The growth of analytics within HR is growing exponentially. Dr. Jac Fitz-enz is acknowledged as the father of human capital strategic analysis and measurement. He published the first human resources metrics in 1978 and benchmarks in 1985. Recently, he was cited as one of the top five “HR Management Gurus” by HR World, and by SHRM as one of the 50 persons who has “significantly changed what HR does and how it does it.” In a presentation to senior executives, Dr. Fitz-enz shared his thoughts on what he considers to be the five most important things to measure in HR, as follows:
- The single most important thing to measure is the mission critical turnover; who is leaving; what is it costing me for these most talented and most critical job people to leave?
- The total cost of labour as a percent in terms of revenue. What is it costing me to generate the revenue I am generating in terms of human costs?
- The amount of money spent on learning and development because if we are not pushing them continuously and developing our people, then we will have problems in the future.
- Engagement and how engagement is tied to productivity or other performance indicators. Engagement and its effects on the organization which is very important.
- The view of leadership by our employees. How do they see our leadership? Do they respect our leaders? Do they like our leaders? The reason this is so important is that if the workforce doesn’t respect and like working with the leaders, then whenever things go bad, people will drop out psychologically or physically leave the organization.
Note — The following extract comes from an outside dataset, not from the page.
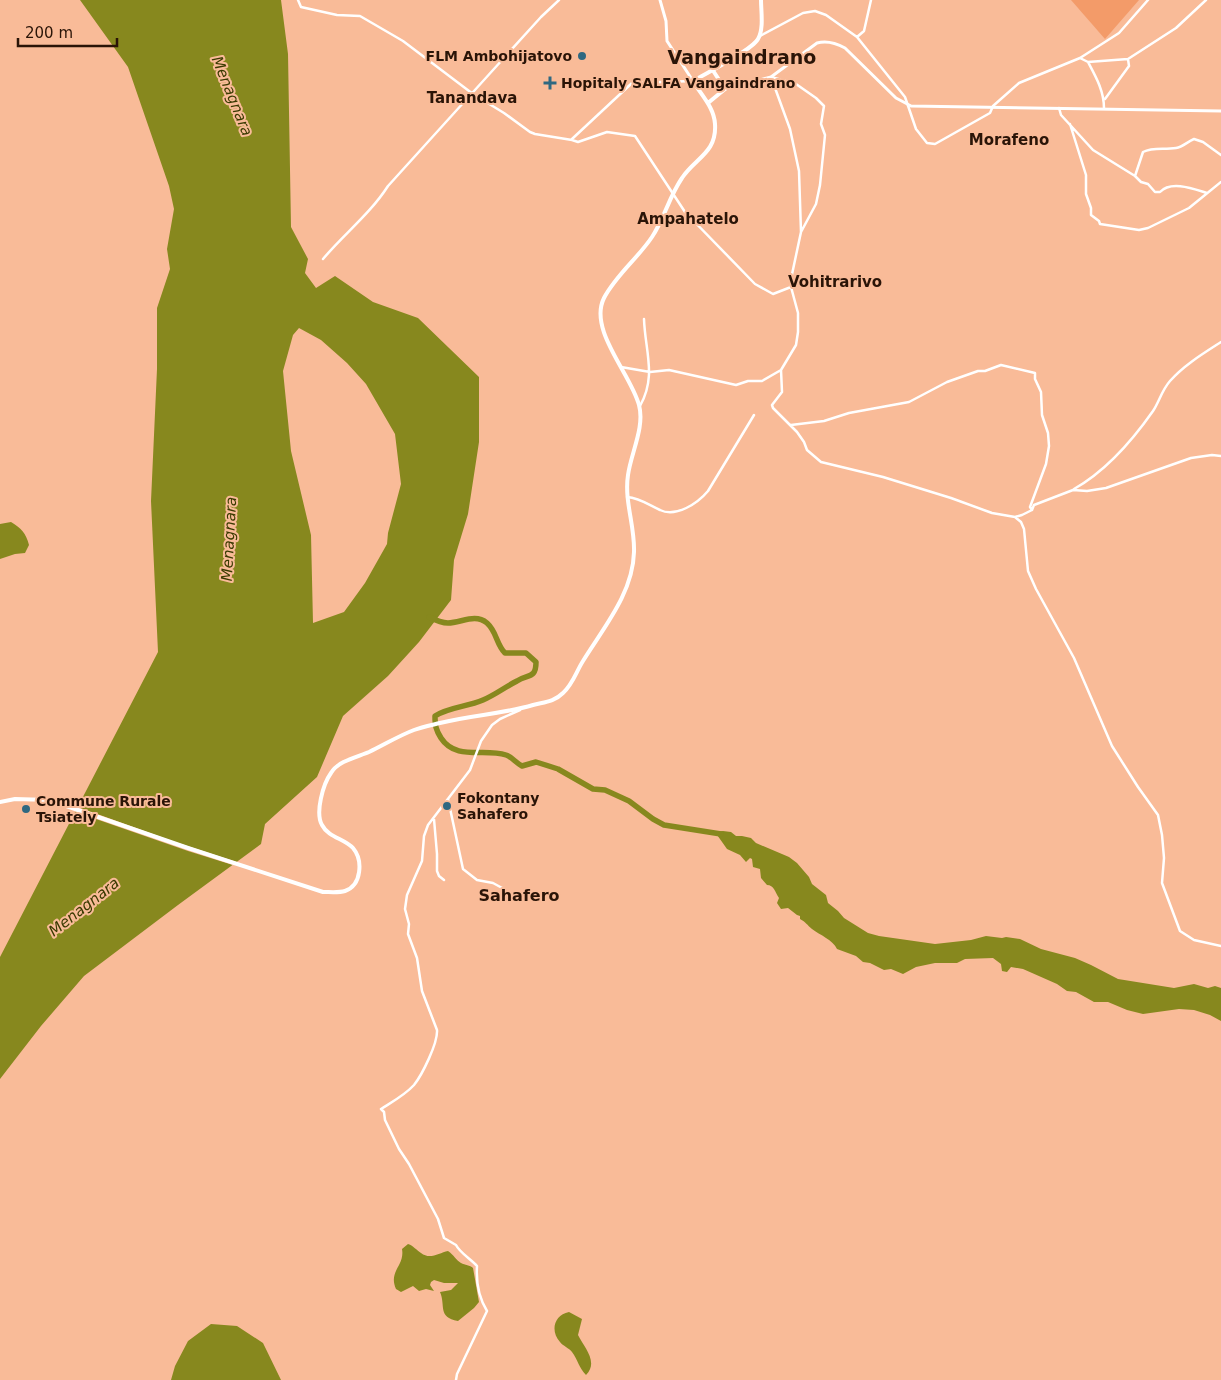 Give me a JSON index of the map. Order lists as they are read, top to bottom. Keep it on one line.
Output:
{"districts":["Vangaindrano","Tanandava","Morafeno","Ampahatelo","Vohitrarivo","Sahafero"],"water":["Menagnara"],"places":{"other":["FLM Ambohijatovo","Fokontany Sahafero","Commune Rurale Tsiately"],"health":["Hopitaly SALFA Vangaindrano"]},"scale_bar":"200 m"}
Josh Bersin, Principal, and Founder, Bersin by Deloitte stated that “People Analytics is even more important than we thought. Our research (Deloitte Human Capital Trends 2015) shows that 87% of business leaders are highly concerned about retention and engagement, 86% about leadership, and more than 85% about current workforce skills. Companies desperately need data to figure out what makes people join, what makes people stay, who is likely to be most successful, and what we can do to build more leadership, customer service, and innovation in the team. All these problems can be directly informed by great People Analytics. If you can collect a lot of data about the workforce and look at it holistically, you can predict who the right people to hire are, and who are most likely to be successful as leaders."